Member of the Nebraska Legislature from the 20th district
- In office January 9, 1991 – January 4, 1995
- Preceded by: Glenn Goodrich
- Succeeded by: Jim Jensen

Personal details
- Born: April 1, 1945 (age 81) Chicago, Illinois
- Party: Democratic
- Spouse: Dean F. Rasmussen ​(m. 1967)​
- Children: 2 (Jennifer, Janine)
- Relatives: Bob Kerrey (brother)
- Education: University of Nebraska–Lincoln (B.S., M.S.)
- Occupation: Parent-infant teacher

= Jessie Rasmussen =

American politician

Jessie Kerrey Rasmussen (born April 1, 1945) is a Democratic politician and policymaker from Nebraska who served as a member of the Nebraska Legislature from the 20th district from 1991 to 1995. She is the sister of former Governor and U.S. Senator Bob Kerrey.

==Early life==
Jessie Kerrey was born in Chicago, Illinois, and graduated from Lincoln Northeast High School in 1963. She then attended the University of Nebraska, where she graduated with her bachelor's degree in 1967, and married Dean Rasmussen in 1967. She worked as a parent-infant teacher at the Meyer Rehabilitation Institute at the University of Nebraska Medical Center.

==Nebraska Legislature==
In 1990, Rasmussen ran for the Nebraska Legislature against incumbent State Senator Glenn Goodrich in the 20th district, which was based in Omaha. In the primary, she ran against Goodrich, union official John P. Cavanaugh, and lawyer Jim Riha. Though the race was formally nonpartisan, Cavanaugh, Goodrich, and Rasmussen were all Democrats, and Riha was a Republican. Rasmussen narrowly placed first, winning 29 percent of the vote to Riha's 27 percent, Goodrich's 23 percent, and Cavanaugh's 21 percent. Rasmussen advanced to the general election against Riha. She narrowly defeated him, winning 51 percent of the vote to his 49 percent, a margin of just 168 votes. Though Riha considered seeking a recount, he ultimately declined to do so.

While Rasmussen was serving in the legislature, state Attorney General Don Stenberg's office issued an opinion concluding that she was violating the state constitution's prohibition on dual-officeholding by continuing to hold her job at the University of Nebraska Medical Center. Rasmussen ultimately opted to continue working for the Institute by altering the source of her salary from a federal grant to a non-state agency, and considered proposing an amendment to the state constitution that would create an exception to the dual-officeholding restriction.

Rasmussen ran for re-election to a second term in 1994. She was challenged by businessman Jim Jensen, a Republican. In the primary election, Jensen placed first over Rasmussen by a wide margin, receiving 61 percent of the vote to her 39 percent. In the general election, Jensen defeated Rasmussen, winning 57 percent of the vote to her 43 percent, which both candidates attributed to Rasmussen's opposition to the death penalty and Jensen's emphasis on "law-and-order" messaging.

==Post-legislative career==
In 1995, Governor Ben Nelson appointed Rasmussen as the Director of the Governor's Children and Family Policy Office. She was named deputy director of the Nebraska Department of Social Services in 1995. In 1996, the legislature established the current Department of Health and Human Services, and Rasmussen was named as the Director of the Department of Services within the new department.

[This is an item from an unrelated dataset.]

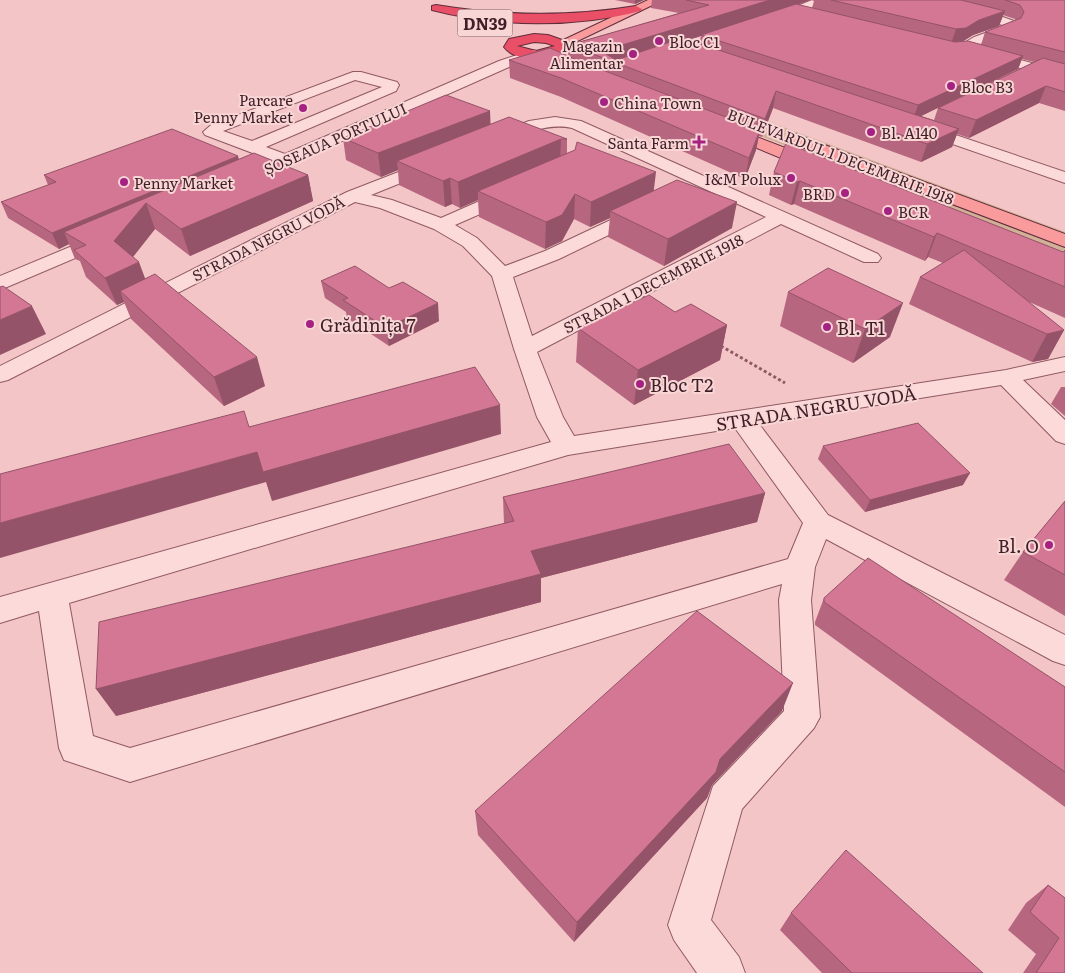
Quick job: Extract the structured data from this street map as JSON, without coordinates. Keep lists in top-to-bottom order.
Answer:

When Republican Mike Johanns was elected Governor in 1998, he announced that he would dismiss Rasmussen, along with most other Nelson administration officials, from her position. In 1999, Iowa Governor Tom Vilsack appointed Rasmussen as the Director of the Iowa Department of Human Services. In 2002, following the controversial 2000 death of a toddler whose abuse had been reported to the department, Vilsack fired Rasmussen.

In 2005, the Nebraska Children and Families Foundation named Rasmussen as its early childhood policy director. She later joined the Buffett Early Childhood Fund as vice president, and then later as president.